* [Your objective]: Every line below that mentions the word "list" should be copied out.

* [The data]:
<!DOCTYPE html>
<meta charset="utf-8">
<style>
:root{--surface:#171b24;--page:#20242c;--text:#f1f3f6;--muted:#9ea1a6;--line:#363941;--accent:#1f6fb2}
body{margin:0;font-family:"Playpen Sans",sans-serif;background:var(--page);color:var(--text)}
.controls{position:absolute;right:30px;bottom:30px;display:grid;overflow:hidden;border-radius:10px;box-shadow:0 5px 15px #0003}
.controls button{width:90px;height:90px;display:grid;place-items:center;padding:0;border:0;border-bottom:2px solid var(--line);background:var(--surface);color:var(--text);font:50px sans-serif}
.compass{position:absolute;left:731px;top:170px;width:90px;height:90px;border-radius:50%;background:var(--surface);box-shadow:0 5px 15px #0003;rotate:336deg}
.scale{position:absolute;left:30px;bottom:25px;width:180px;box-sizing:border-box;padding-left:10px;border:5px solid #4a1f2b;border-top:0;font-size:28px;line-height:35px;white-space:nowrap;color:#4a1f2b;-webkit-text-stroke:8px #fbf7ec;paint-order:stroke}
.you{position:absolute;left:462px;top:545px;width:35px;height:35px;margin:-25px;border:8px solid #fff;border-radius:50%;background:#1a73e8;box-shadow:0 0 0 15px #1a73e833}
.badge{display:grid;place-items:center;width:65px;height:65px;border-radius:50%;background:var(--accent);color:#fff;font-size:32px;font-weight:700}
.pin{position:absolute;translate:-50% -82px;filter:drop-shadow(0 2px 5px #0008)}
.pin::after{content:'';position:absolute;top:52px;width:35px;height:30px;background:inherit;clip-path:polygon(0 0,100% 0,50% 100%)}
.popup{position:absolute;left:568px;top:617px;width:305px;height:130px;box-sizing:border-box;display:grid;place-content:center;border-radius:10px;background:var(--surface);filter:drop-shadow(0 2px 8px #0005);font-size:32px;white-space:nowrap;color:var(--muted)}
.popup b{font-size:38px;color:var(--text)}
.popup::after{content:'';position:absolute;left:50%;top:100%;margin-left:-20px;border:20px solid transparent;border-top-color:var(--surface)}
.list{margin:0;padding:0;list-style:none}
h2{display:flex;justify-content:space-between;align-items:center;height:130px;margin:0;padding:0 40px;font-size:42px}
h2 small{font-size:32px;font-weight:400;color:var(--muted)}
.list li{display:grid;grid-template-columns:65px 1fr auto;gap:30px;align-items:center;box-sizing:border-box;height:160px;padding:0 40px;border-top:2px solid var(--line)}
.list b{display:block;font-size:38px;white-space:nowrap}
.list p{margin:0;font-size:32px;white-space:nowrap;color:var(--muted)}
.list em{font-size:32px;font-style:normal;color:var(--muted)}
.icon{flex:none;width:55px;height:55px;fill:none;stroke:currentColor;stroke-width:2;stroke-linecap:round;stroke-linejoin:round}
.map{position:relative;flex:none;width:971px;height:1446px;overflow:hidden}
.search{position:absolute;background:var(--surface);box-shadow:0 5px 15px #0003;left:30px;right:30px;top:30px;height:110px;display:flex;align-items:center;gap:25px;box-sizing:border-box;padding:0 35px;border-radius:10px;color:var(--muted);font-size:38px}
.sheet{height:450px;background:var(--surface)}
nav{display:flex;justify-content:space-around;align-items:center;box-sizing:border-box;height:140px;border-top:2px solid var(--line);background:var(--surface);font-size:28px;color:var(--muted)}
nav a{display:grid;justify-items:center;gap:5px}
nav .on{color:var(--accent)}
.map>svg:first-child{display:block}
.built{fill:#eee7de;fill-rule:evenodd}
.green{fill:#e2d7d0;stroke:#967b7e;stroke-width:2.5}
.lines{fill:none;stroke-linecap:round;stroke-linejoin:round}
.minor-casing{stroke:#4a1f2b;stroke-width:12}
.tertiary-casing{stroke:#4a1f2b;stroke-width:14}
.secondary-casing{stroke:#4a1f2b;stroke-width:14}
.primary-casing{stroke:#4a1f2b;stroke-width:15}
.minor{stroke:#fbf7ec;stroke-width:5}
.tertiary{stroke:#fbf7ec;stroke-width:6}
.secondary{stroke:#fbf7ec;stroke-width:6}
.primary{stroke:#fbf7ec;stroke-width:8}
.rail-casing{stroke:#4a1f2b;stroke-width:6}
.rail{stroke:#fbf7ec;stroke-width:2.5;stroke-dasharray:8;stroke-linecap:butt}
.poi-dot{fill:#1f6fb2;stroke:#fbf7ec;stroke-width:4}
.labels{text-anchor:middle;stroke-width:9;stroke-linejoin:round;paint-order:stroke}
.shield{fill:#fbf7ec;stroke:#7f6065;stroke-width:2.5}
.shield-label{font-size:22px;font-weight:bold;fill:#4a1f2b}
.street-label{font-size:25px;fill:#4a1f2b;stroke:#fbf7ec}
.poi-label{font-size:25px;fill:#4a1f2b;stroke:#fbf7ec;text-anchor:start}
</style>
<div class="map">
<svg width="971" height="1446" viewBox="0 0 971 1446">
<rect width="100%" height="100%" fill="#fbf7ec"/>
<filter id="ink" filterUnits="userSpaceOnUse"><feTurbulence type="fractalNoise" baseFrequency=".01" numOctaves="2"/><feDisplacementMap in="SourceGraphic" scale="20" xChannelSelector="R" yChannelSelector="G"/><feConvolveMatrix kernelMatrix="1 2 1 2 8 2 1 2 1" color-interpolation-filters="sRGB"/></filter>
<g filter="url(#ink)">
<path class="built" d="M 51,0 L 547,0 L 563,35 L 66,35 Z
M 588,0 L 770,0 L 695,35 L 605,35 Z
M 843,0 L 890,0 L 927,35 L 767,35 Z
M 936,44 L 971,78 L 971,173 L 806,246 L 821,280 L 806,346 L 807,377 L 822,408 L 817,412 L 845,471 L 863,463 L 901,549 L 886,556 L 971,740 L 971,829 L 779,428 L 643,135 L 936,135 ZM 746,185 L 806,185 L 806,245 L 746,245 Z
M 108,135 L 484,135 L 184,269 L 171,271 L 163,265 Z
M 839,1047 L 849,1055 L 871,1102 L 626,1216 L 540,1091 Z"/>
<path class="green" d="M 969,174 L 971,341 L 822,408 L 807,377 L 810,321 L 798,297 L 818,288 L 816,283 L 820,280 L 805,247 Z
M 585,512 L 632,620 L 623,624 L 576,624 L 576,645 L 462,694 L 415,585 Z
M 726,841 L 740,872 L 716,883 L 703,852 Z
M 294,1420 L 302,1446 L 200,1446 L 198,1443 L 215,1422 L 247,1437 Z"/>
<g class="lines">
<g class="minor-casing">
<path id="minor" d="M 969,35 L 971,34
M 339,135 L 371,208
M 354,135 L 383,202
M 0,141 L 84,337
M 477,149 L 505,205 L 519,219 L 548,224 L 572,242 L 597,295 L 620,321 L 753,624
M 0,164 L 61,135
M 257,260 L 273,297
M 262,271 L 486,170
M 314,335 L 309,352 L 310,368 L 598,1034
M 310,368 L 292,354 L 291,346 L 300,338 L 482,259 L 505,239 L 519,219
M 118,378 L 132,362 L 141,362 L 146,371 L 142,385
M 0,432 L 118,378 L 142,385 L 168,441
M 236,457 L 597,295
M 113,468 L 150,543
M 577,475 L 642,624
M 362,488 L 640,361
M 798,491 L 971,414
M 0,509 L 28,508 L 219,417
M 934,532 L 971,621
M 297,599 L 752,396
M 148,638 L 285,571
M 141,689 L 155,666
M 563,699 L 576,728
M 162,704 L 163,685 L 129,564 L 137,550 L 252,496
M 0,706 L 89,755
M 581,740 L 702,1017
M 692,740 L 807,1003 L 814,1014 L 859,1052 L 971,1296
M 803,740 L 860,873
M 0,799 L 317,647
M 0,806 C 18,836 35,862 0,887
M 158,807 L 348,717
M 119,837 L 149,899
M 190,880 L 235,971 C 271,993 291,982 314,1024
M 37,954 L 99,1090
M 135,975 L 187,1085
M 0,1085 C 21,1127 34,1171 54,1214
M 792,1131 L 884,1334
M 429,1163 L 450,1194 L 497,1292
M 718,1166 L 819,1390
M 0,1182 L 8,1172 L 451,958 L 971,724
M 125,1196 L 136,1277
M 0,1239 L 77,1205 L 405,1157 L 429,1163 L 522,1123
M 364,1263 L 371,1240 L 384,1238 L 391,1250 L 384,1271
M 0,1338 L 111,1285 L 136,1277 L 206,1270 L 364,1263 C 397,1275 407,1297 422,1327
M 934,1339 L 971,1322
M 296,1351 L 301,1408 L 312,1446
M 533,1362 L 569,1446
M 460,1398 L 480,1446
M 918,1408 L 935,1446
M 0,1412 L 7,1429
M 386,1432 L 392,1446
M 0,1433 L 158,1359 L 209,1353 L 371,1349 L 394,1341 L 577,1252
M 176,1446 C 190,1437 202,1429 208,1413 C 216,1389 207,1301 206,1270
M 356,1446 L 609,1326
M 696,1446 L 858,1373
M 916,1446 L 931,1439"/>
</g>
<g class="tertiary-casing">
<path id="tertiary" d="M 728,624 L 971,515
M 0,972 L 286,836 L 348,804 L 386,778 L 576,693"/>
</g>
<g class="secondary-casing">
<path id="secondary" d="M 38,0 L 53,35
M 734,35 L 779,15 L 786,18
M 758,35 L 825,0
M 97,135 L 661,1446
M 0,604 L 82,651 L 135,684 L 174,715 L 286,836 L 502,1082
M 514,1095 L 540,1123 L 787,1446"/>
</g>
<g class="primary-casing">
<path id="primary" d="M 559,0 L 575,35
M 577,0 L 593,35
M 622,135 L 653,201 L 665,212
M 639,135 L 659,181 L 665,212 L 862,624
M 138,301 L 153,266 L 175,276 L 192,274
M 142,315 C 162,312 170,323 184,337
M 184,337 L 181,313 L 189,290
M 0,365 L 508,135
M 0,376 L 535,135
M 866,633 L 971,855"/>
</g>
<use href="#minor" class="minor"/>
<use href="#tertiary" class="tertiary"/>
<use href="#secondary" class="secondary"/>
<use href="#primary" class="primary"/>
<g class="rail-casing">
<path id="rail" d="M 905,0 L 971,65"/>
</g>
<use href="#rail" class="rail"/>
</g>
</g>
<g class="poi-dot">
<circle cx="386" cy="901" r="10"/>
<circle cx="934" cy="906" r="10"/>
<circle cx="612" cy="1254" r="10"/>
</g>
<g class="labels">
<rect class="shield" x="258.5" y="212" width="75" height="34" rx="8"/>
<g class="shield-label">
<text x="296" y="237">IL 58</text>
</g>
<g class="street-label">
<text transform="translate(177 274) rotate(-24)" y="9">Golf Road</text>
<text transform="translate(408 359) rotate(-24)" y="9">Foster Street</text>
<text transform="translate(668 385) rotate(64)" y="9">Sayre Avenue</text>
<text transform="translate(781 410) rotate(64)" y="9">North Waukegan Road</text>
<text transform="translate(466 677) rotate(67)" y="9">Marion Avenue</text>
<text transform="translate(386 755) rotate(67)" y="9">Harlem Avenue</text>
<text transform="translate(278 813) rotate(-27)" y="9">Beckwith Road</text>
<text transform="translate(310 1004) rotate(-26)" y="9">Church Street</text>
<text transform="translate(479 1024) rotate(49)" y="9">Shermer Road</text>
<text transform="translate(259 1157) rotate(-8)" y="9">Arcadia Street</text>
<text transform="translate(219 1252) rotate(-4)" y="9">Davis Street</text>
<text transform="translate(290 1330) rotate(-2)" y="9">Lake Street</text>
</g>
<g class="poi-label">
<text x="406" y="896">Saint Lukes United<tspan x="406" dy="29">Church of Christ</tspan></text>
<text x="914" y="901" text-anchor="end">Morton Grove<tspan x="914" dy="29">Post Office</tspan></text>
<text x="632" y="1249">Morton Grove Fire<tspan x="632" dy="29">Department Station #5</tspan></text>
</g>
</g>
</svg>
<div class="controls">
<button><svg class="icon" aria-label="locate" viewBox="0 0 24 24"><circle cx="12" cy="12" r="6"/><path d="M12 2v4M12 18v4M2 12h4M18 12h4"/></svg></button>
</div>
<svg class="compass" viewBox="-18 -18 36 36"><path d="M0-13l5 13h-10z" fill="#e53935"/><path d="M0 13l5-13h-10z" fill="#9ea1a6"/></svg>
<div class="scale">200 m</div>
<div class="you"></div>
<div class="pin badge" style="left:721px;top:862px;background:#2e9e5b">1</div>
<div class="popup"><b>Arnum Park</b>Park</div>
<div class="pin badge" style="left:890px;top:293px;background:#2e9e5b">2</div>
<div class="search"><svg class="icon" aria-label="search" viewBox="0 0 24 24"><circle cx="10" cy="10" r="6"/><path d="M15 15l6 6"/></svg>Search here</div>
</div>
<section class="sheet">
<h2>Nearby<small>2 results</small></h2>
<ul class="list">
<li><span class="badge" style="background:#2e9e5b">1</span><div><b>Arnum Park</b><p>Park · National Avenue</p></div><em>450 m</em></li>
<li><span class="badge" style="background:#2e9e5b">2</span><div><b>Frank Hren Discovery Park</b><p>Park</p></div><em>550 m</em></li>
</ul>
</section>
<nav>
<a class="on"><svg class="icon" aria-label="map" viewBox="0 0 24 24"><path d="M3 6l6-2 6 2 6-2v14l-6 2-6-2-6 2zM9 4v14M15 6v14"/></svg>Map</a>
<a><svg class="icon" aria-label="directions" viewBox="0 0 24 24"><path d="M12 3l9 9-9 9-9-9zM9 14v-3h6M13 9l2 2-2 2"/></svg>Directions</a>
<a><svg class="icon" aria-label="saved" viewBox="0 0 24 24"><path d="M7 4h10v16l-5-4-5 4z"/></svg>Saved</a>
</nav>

* [Result of this task]:
.list{margin:0;padding:0;list-style:none}
.list li{display:grid;grid-template-columns:65px 1fr auto;gap:30px;align-items:center;box-sizing:border-box;height:160px;padding:0 40px;border-top:2px solid var(--line)}
.list b{display:block;font-size:38px;white-space:nowrap}
.list p{margin:0;font-size:32px;white-space:nowrap;color:var(--muted)}
.list em{font-size:32px;font-style:normal;color:var(--muted)}
<ul class="list">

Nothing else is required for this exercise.